I would argue that as long as the Boston Beer Co. plans to remain a true craft brewer, success for faux crafts is not a threat. The core markets are too different, as are the brand images. I think the bigger problem belongs to the makers of faux craft beers, which have to be perceived as superior to mainstream beers to earn price premiums. To communicate this, do they not have to reach out toward identity characteristics owned by the craft sector? Here’s a major source of their image problem. Authenticity is a critical brand element of most craft beers. Yet the majors do not even declare parenthood on their faux craft labels. A lot of people think that’s sneaky. And sneaky is the opposite of authentic.

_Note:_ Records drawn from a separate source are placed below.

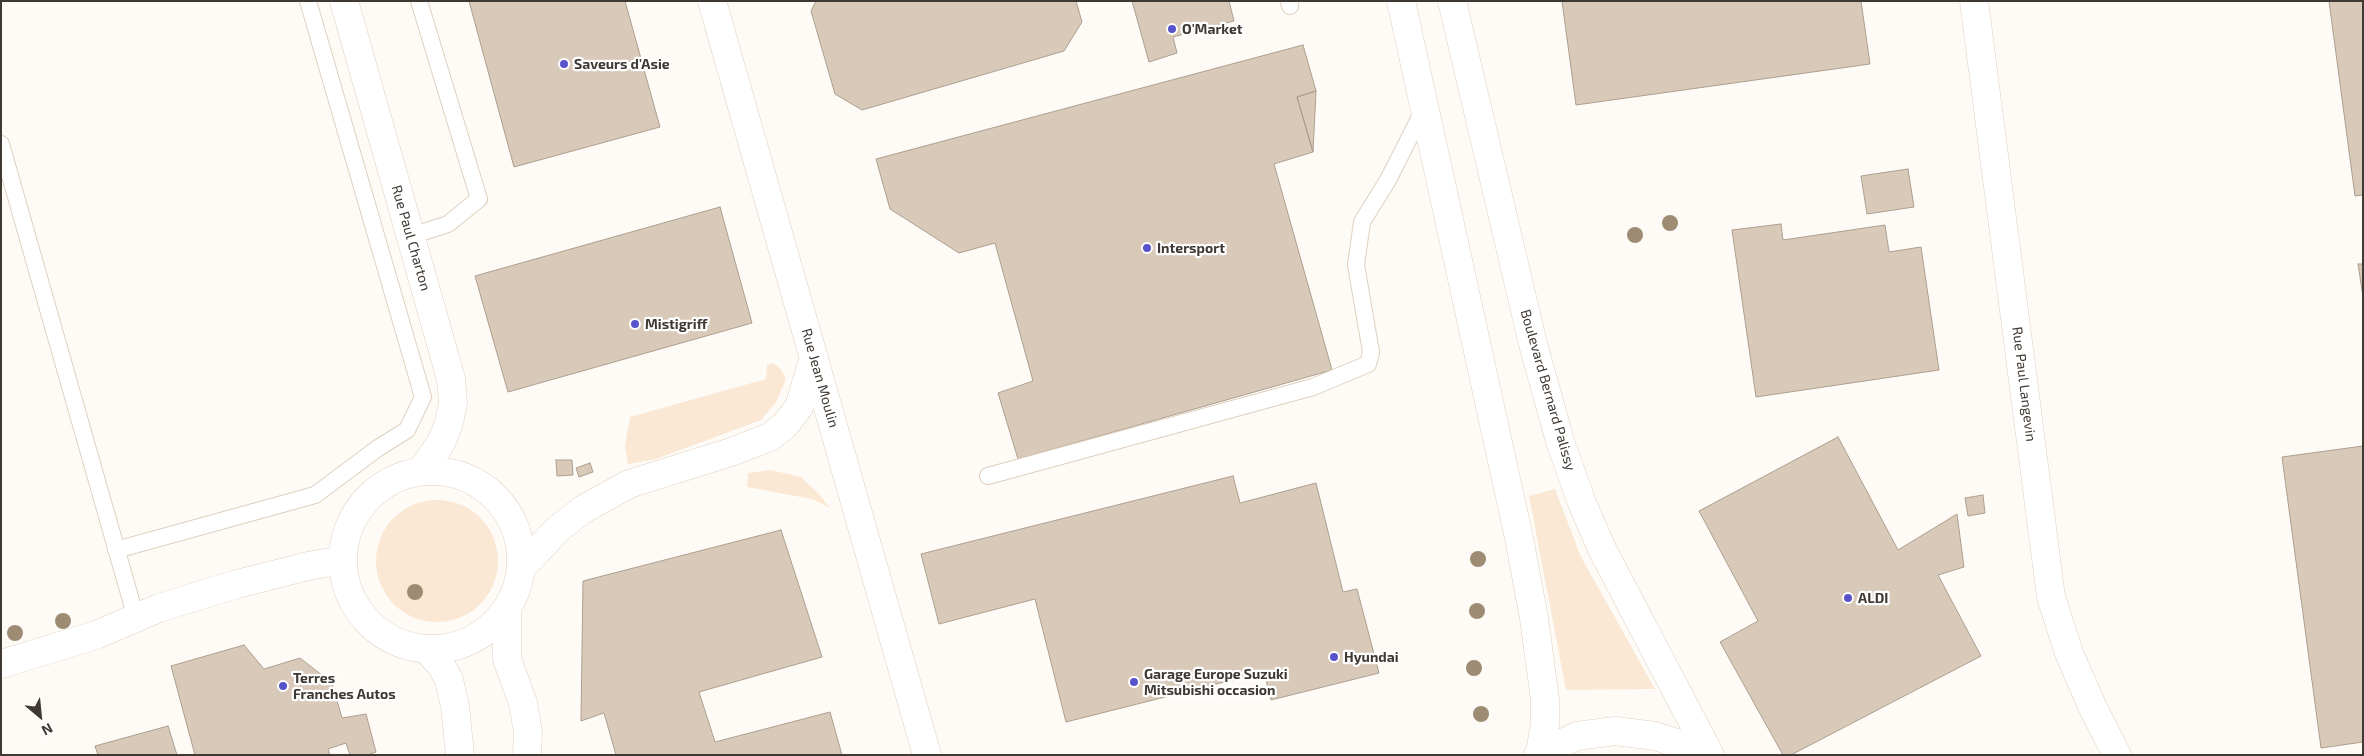 <!DOCTYPE html>
<html>
<head>
<meta charset="utf-8">
<style>
  body { margin:0 }
  #map { position:relative; width:2364px; height:756px; overflow:hidden; background:#fefbf7; font-family:"Exo 2",sans-serif }
  canvas { display:block }
  .frame { position:absolute; inset:0; border:2px solid #3f3933; pointer-events:none }
  .north { position:absolute; left:15px; top:691px; width:50px; height:50px; -webkit-text-stroke:4px #fff; paint-order:stroke; rotate:152deg; font-size:14px; font-weight:700; line-height:20px; text-align:center; color:#3f3933 }
  .north::after { content:''; display:block; margin:auto; width:18px; height:22px; background:#3f3933; clip-path:polygon(50% 0,100% 100%,50% 72%,0 100%) }
</style>
</head>
<body>
<div id="map">
<canvas width="2364" height="756"></canvas>
<div class="frame"></div>
<div class="north">N</div>
</div>
<script>
const ctx = document.querySelector('canvas').getContext('2d');
ctx.lineJoin = 'round';
function fillPath(path, color) { ctx.fillStyle = color; ctx.fill(path, 'evenodd'); }
const toPath = rows => new Path2D(rows.map(r => 'M' + r).join(''));
function stroke(path, color, width, dash) { ctx.strokeStyle = color; ctx.lineWidth = width; ctx.lineCap = dash ? 'butt' : 'round'; ctx.setLineDash(dash || []); ctx.stroke(path); }
function drawText(font, color, halo, rows, align = 'center') {
  ctx.font = font + ' "Exo 2",sans-serif'; ctx.lineWidth = 4.5; ctx.setLineDash([]); ctx.textBaseline = 'middle'; ctx.strokeStyle = halo; ctx.fillStyle = color; for (const [text, x, y, turn = 0] of rows) {
    ctx.save(); ctx.translate(x, y); ctx.rotate((+turn || 0) * Math.PI / 180); ctx.textAlign = isNaN(turn) ? turn : align; if (halo) ctx.strokeText(text, 0, 0); ctx.fillText(text, 0, 0); ctx.restore();
  }
}
const green = toPath([
  [773,363,780,368,786,379,776,402,761,420,656,459,628,464,625,446,630,417,766,379,767,365],
  [771,470,801,477,818,493,830,508,812,499,747,487,748,473],
  [1555,489,1581,557,1655,689,1566,690,1529,496],
  '376 561a61 61 0 1 1 122 0a61 61 0 1 1-122 0Z'
]);
const building = toPath([
  [469,1,625,1,660,127,514,167,469,1],
  [816,1,1076,1,1082,22,1064,51,862,110,835,94,811,11,816,1],
  [1132,1,1229,1,1234,21,1173,37,1177,53,1149,62,1132,1],
  [1562,1,1861,1,1870,64,1576,105,1562,1],
  [2329,1,2363,1,2363,195,2355,196,2329,1],
  [1303,45,1316,91,1297,97,1313,152,1274,164,1332,370,1018,459,998,393,1033,381,995,243,959,253,890,209,876,159,1303,45],
  [1316,91,1313,152,1297,97,1316,91],
  [1908,169,1914,207,1867,214,1861,176,1908,169],
  [720,207,752,323,508,392,475,276,720,207],
  [1781,224,1783,240,1885,225,1889,252,1921,247,1939,370,1756,397,1732,230,1781,224],
  [2358,264,2363,264,2363,297,2358,264],
  [1838,437,1898,550,1957,514,1964,567,1938,575,1981,656,1791,755,1783,755,1720,642,1758,621,1699,511,1838,437],
  [2363,446,2363,742,2321,748,2282,457,2363,446],
  [556,460,572,460,573,475,557,476,556,460],
  [590,463,593,472,579,477,576,468,590,463],
  [1233,476,1240,503,1316,483,1343,592,1357,589,1379,673,1271,700,1264,672,1066,722,1035,599,939,624,921,554,1233,476],
  [1983,495,1985,513,1968,516,1965,498,1983,495],
  [781,530,822,657,699,692,715,742,830,712,842,755,616,755,604,713,581,721,583,581,781,530],
  [244,645,264,669,300,658,332,683,342,718,366,714,376,752,368,755,350,755,346,743,328,749,330,755,195,755,171,666,244,645],
  [168,726,177,755,98,755,95,746,168,726]
]);
const service = toPath([
  [1289,1,1290,6],
  [1,144,136,618],
  [411,236,448,224,479,199,419,1],
  [988,476,1313,387,1368,364,1371,352,1356,265,1362,222,1388,180,1425,107],
  [116,550,315,495,378,448,407,430,423,397,308,1]
]);
const minor = toPath([
  [344,1,451,379,453,403,449,423,442,441,422,470],
  [712,1,927,755],
  [1974,1,2051,597,2069,653,2093,708,2117,755],
  '343 560a89 89 0 1 1 178 0a89 89 0 1 1-178 0Z',
  [521,568,558,529,582,510,629,484,731,452,770,437,785,425,799,407,814,357],
  [507,610,507,659,523,703,528,732,527,755],
  [427,650,441,665,449,680,455,706,460,755],
  [1,664,96,635,159,608,237,584,308,566,342,560]
]);
const secondary = toPath([
  [1401,1,1519,538,1534,618,1545,700,1545,724,1540,753],
  [1452,1,1533,344,1560,441,1582,503,1602,549,1710,755],
  [1538,755,1577,736,1615,731,1655,736,1686,746,1699,755]
]);
const trees = [
  [1670,223],
  [1635,235],
  [1478,559],
  [415,592],
  [1477,611],
  [63,621],
  [15,633],
  [1474,668],
  [1481,714]
];
const markers = [
  [1172,29,5,"#5853cb"],
  [564,64,5,"#5853cb"],
  [1147,248,5,"#5853cb"],
  [635,324,5,"#5853cb"],
  [1848,598,5,"#5853cb"],
  [1334,657,5,"#5853cb"],
  [1134,682,5,"#5853cb"],
  [283,686,5,"#5853cb"]
];
const poiNames = [
  ["O'Market",1182,29],
  ["Saveurs d'Asie",574,64],
  ["Intersport",1157,248],
  ["Mistigriff",645,324],
  ["ALDI",1858,598],
  ["Hyundai",1344,657],
  ["Garage Europe Suzuki",1144,674],
  ["Mitsubishi occasion",1144,690],
  ["Terres",293,678],
  ["Franches Autos",293,694]
];
const streetNames = [
  ["Rue Paul Charton",411,238,74],
  ["Rue Jean Moulin",820,378,74],
  ["Rue Paul Langevin",2024,384,83],
  ["Boulevard Bernard Palissy",1548,390,74]
];
fillPath(green, '#fae8d4');
fillPath(building, '#d9c9b9');
stroke(building, '#ad9f8f', 1);
stroke(service, '#dfd0bf', 18);
stroke(minor, '#dfd0bf', 29);
stroke(secondary, '#dfd0bf', 29);
stroke(service, '#fff', 16);
stroke(minor, '#fff', 28);
stroke(secondary, '#fff', 28);
ctx.fillStyle = '#9d8b74';
for (const [x, y] of trees) { ctx.beginPath(); ctx.arc(x, y, 8, 0, 2 * Math.PI); ctx.fill(); }
for (const [x, y, r, color] of markers) { const dot = new Path2D(); dot.arc(x, y, r, 0, 2 * Math.PI); ctx.fillStyle = color; ctx.fill(dot); stroke(dot, '#fff', 2); }
drawText('bold 14px', '#3f3933', '#fff', poiNames, 'left');
drawText('14px', '#3f3933', '#fff', streetNames);
</script>
</body>
</html>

- A Look at the Telestrator
- These charts provide a graphical summary of my point of view. Plotting perceived “craftiness” against sales volume, the dogleg shape of the distribution is clear. High quality and distinctiveness has been a niche market play. Craft manufacturers like Boston Beer Company might push outward toward the area of opportunity (the green rectangle), but if they remain true to their identity, they won’t exceed the craft manufacturing limit. Major brewers, on the other hand, not encumbered by the Brewers Association’s guild-like distinctions, are trying to approach the opportunity as well.
When Craftiness is plotted versus the size of the parent brewery, the market perception gap is even more apparent. As long as craft beer lovers prefer attributes like small and local, the majors will have difficulty luring them, no matter how craftily their beers are brewed.
Respecting Your Legacy
As a corollary, if The Boston Beer Co. is to remain true to it’s own brand, it won’t care about the success of faux crafts. An awakened taste in quality beers, and a continued migration upward toward “real” craft beers should be good for them and the craft sector as a whole. Also, the company is pursuing alternative beverage categories for now (hard tea and cider), a strategy that carries diversification value as well as the possibility of continued growth without compromising BBC’s craft brewery status.
The best news for crafts in general, at least those whose managers care more about quality than market domination, is that if they stick to their core identities, there appears to be plenty of room for continued growth, even in an economy that is still in recovery.
In EVERY category, brand identity analysis is a big league tool you can use to size up the competition. It’s not enough to know the current stats: sales, penetration, promotional spending. You have to establish a context for evaluating potential. I’ve written elsewhere about the fundamentals of brand identity (for example here and here), but the bottom line is that every brand has an essence that carries valuable genetic information about the strategies and tactics it can pursue to fulfill its destiny, as well as those it must avoid. If you understand the brands, you’re half-way home!
What are your thoughts on this line of thinking? If you’re in the brewing sector and have a take on the category, please chime in. And if you’re in another sector, do you see how these principles apply in your case too?